As if reading her thoughts, he said, ‘Most Germans who come to Paris make for the obvious destinations, but I like this place. It was created by a man called Lefèvre who kept wines for Louis XIV. Flaubert, Zola, Victor Hugo, George Sand, all came here. Escoffier used to run the kitchen. In the back there are private rooms with couches where French aristocrats take their mistresses. A charming idea, don’t you think?’
He helped her with her jacket, lingering a fraction too long as he did and letting his hand slip down the silk of her dress. As the waiter showed them to a table in a small alcove, she glanced at her reflection in an ancient, mottled mirror and adjusted the clip in her hair, before chiding herself for her vanity. Why was she bothering to look her best?
Although Adler spoke flawless French, he inspired the same chilly deference in restaurant staff that Clara had seen directed at Germans throughout the city. Beneath a surface of unctuous servility, the familiar French superiority remained. The manager brought a bottle with a sepia label and Adler gestured for him to pour it for Clara. She took a sip, astonished at the mellow warmth that slipped down her throat, redolent of chocolate and spice.
He smiled at her reaction.
‘It’s a good burgundy. See the way it has legs?’ He pointed to the drip of wine, slowly funnelling its way down the glass. ‘A single drop is probably worth more than a month of most people’s salaries.’

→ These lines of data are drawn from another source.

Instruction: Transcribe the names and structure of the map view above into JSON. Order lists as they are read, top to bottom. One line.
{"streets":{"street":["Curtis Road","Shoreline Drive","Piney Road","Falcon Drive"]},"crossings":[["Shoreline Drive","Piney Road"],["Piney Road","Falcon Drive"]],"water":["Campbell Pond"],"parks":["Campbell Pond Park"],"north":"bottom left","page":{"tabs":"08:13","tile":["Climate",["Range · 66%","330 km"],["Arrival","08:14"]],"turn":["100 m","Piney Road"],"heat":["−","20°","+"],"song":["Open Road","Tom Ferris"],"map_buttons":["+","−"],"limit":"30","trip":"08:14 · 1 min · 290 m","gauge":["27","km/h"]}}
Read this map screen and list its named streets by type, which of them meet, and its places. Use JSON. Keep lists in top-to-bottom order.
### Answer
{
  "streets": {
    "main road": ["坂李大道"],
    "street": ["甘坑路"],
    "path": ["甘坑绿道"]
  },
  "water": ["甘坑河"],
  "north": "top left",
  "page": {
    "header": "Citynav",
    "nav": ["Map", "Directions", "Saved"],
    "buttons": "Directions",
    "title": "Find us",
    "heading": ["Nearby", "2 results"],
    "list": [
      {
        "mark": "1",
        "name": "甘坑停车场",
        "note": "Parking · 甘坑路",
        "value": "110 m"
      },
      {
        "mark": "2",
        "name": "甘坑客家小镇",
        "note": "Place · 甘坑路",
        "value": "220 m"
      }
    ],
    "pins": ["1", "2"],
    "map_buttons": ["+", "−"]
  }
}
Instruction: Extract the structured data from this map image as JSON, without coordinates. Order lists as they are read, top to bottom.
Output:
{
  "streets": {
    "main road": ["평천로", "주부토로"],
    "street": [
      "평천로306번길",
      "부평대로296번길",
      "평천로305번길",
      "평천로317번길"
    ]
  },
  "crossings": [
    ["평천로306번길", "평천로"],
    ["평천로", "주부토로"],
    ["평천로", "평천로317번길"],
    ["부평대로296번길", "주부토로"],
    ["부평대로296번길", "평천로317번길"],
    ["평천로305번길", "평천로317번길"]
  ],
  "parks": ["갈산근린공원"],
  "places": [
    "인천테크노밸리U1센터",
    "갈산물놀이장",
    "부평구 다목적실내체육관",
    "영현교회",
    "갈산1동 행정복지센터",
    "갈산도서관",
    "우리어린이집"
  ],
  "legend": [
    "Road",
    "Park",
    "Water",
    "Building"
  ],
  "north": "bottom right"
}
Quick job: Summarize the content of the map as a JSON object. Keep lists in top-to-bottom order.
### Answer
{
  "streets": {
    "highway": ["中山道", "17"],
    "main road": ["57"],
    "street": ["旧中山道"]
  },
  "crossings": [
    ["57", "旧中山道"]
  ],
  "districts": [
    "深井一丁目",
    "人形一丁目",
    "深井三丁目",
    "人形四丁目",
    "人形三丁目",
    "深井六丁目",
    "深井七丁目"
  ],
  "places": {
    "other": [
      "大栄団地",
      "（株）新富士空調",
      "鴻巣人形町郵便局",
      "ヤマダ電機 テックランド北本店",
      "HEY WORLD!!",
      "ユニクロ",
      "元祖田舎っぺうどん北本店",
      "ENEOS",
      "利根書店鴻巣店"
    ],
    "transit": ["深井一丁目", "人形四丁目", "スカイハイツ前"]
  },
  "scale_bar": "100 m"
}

‘Please don’t spend money on my account.’
‘Why not? If it gives me pleasure.’
She wondered how old Adler was. Mid-forties, she guessed. The steeliness of his Aryan looks and silvered hair marked him out from the more sallow complexions of the French around him. His grey, metallic eyes reminded her of the surface of a lake, sometimes flat and impersonal, occasionally bottomless. He looked so different from the other Nazis she knew. Unlike Goebbels with his endless sessions beneath the sun lamp, or Goering’s futile efforts on an exer
cise machine, Adler glowed with health and self-assurance.
‘That’s a beautiful dress you’re wearing. I hope the occasion was worth it.’
‘It was, thank you.’
‘My favourite colour. Prussian blue.’
‘I didn’t realize you were an expert on haute couture.’
‘I’m not. Prussian blue is famous. It was created by a Berlin chemist in 1706 and because we know the exact date it means we can use it to authenticate paintings. There are numerous apparently genuine Old Masters that have been betrayed by the presence of Prussian blue. Painters love it. Picasso could not have managed his Blue period without it. You can see it in Van Gogh’s Starry Night. As it happens, I can also see it in your eyes.’
She couldn’t help a wry smile at this flirtation. Perhaps it was the fact that they were not in Germany, or the delicious aromas of the cooking rising around them, but she relaxed.
‘That’s a first. No one has ever described my eyes as Prussian blue before.’
‘With a few small flaws.’
‘You spoilt it.’
‘Not at all. Everything’s more beautiful for having flaws.’
The waiter appeared and Adler gestured towards her.
‘Duck with olives? Would you like lobster? I haven’t had lobster for such a long time. The Führer hates to think of them suffering.’
She shook her head. The scale of this hypocrisy seemed too great, just then, to merit comment.
Once he had ordered, he surveyed her, deadpan.
‘I’ve been longing to know. What news of Love Strictly Forbidden?’
There was a curl of soft sarcasm in his voice, and despite herself, Clara was nettled.
‘Actually, I’m starting work on a new film with Leni Riefenstahl.’
‘Now that lady even I have heard of.’
‘It’s about the Ahnenerbe.’
His eyes widened at this information.
‘Himmler’s organization?’
‘Yes.’
‘I wouldn’t have thought that was a fit subject for entertainment.’